WHAT THIS TASK INVOLVES - Please give back word for word the lines below, from the first one through the one with "2px #635547) drop-shadow(0".

PROVIDED DATA -
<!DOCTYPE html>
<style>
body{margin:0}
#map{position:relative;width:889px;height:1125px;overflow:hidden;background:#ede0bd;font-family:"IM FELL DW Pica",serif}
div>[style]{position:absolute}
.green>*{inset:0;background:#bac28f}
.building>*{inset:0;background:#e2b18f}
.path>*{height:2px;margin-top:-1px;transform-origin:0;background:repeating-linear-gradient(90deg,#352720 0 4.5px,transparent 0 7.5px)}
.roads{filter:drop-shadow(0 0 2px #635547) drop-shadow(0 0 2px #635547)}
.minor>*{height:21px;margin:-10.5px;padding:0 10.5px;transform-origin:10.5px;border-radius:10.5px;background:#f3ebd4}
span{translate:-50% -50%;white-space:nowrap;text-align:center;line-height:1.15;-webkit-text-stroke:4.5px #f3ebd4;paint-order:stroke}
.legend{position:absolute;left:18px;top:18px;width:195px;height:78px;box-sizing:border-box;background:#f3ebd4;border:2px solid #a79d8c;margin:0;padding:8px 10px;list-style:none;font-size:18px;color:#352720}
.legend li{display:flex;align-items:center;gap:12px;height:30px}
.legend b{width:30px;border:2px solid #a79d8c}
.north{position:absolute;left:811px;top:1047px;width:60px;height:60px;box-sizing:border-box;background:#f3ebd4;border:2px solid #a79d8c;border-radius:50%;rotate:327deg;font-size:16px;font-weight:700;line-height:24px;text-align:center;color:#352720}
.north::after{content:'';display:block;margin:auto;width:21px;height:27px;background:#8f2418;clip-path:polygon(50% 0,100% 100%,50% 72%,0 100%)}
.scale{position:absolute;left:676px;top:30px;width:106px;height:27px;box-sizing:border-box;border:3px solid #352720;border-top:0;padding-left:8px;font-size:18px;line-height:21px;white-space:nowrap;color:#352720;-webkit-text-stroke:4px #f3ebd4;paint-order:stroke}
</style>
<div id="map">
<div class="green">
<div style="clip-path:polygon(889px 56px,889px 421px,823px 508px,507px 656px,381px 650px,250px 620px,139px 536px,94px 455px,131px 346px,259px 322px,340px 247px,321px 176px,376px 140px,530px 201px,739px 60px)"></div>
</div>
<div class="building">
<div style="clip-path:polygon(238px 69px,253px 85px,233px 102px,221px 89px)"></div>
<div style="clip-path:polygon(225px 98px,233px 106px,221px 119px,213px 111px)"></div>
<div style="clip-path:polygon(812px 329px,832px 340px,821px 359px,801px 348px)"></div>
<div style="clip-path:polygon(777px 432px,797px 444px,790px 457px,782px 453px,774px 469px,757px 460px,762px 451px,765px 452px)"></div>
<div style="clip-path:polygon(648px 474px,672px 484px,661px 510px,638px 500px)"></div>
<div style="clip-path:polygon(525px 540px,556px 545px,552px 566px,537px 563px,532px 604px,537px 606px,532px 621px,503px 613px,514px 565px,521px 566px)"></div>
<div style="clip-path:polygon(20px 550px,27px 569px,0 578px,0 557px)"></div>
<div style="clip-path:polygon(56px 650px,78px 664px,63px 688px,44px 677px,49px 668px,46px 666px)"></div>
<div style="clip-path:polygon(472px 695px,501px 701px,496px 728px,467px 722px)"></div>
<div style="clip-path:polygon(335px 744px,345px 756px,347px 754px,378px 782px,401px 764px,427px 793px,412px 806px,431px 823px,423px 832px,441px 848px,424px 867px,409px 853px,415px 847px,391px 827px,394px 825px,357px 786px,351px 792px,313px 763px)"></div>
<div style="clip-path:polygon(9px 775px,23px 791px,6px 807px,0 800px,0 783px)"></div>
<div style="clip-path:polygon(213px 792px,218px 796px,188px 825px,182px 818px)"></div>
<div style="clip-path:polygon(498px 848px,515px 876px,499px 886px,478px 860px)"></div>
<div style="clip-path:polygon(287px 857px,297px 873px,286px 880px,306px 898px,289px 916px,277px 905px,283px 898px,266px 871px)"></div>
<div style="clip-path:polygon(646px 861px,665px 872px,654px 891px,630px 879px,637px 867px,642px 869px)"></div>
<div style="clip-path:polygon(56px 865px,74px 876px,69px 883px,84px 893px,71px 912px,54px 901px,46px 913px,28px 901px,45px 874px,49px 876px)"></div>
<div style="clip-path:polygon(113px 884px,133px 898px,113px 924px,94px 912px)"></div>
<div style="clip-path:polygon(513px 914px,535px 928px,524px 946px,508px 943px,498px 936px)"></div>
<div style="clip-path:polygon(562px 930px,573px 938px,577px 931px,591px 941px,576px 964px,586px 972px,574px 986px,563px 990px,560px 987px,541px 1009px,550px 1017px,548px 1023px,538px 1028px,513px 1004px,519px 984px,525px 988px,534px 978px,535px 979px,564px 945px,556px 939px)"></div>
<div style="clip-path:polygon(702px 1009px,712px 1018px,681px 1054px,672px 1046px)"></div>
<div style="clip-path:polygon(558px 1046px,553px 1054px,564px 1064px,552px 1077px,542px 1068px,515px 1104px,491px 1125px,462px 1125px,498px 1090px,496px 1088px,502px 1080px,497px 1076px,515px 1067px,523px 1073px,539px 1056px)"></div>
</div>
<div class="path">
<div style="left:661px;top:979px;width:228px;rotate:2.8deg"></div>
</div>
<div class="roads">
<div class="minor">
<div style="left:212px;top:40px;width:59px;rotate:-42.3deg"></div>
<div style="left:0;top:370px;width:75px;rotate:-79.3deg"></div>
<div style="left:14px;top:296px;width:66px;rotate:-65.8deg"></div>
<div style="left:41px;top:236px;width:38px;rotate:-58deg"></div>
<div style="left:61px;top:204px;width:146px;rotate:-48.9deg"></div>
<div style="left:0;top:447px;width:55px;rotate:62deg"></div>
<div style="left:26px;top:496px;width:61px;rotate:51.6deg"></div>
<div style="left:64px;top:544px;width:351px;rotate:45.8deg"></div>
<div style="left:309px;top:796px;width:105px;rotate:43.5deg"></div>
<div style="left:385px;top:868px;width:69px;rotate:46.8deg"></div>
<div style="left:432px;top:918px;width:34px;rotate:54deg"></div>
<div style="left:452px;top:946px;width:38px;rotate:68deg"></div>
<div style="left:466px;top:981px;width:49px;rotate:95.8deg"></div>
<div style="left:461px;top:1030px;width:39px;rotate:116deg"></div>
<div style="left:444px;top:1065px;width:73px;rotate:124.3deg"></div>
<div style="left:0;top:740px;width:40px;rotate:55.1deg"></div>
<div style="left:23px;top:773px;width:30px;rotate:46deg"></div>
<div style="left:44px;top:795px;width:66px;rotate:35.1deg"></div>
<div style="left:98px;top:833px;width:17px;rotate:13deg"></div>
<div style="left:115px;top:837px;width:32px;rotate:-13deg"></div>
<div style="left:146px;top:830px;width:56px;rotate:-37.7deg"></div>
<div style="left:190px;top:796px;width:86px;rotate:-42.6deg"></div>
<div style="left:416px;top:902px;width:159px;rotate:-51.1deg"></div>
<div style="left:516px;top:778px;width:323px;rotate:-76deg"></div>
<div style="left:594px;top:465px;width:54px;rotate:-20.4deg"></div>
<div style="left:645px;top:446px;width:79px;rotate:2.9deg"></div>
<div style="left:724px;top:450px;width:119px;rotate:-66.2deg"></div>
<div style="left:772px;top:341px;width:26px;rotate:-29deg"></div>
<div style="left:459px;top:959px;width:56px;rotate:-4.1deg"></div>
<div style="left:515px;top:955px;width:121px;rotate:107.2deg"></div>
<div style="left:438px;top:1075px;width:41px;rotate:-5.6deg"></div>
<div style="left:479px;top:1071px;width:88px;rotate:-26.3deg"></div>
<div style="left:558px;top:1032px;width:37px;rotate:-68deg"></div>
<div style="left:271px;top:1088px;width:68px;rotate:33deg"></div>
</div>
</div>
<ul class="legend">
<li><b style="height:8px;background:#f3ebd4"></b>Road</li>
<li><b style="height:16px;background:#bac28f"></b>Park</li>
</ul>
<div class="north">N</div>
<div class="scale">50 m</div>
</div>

SOLUTION FOR THIS EXERCISE -
<!DOCTYPE html>
<style>
body{margin:0}
#map{position:relative;width:889px;height:1125px;overflow:hidden;background:#ede0bd;font-family:"IM FELL DW Pica",serif}
div>[style]{position:absolute}
.green>*{inset:0;background:#bac28f}
.building>*{inset:0;background:#e2b18f}
.path>*{height:2px;margin-top:-1px;transform-origin:0;background:repeating-linear-gradient(90deg,#352720 0 4.5px,transparent 0 7.5px)}
.roads{filter:drop-shadow(0 0 2px #635547) drop-shadow(0 0 2px #635547)}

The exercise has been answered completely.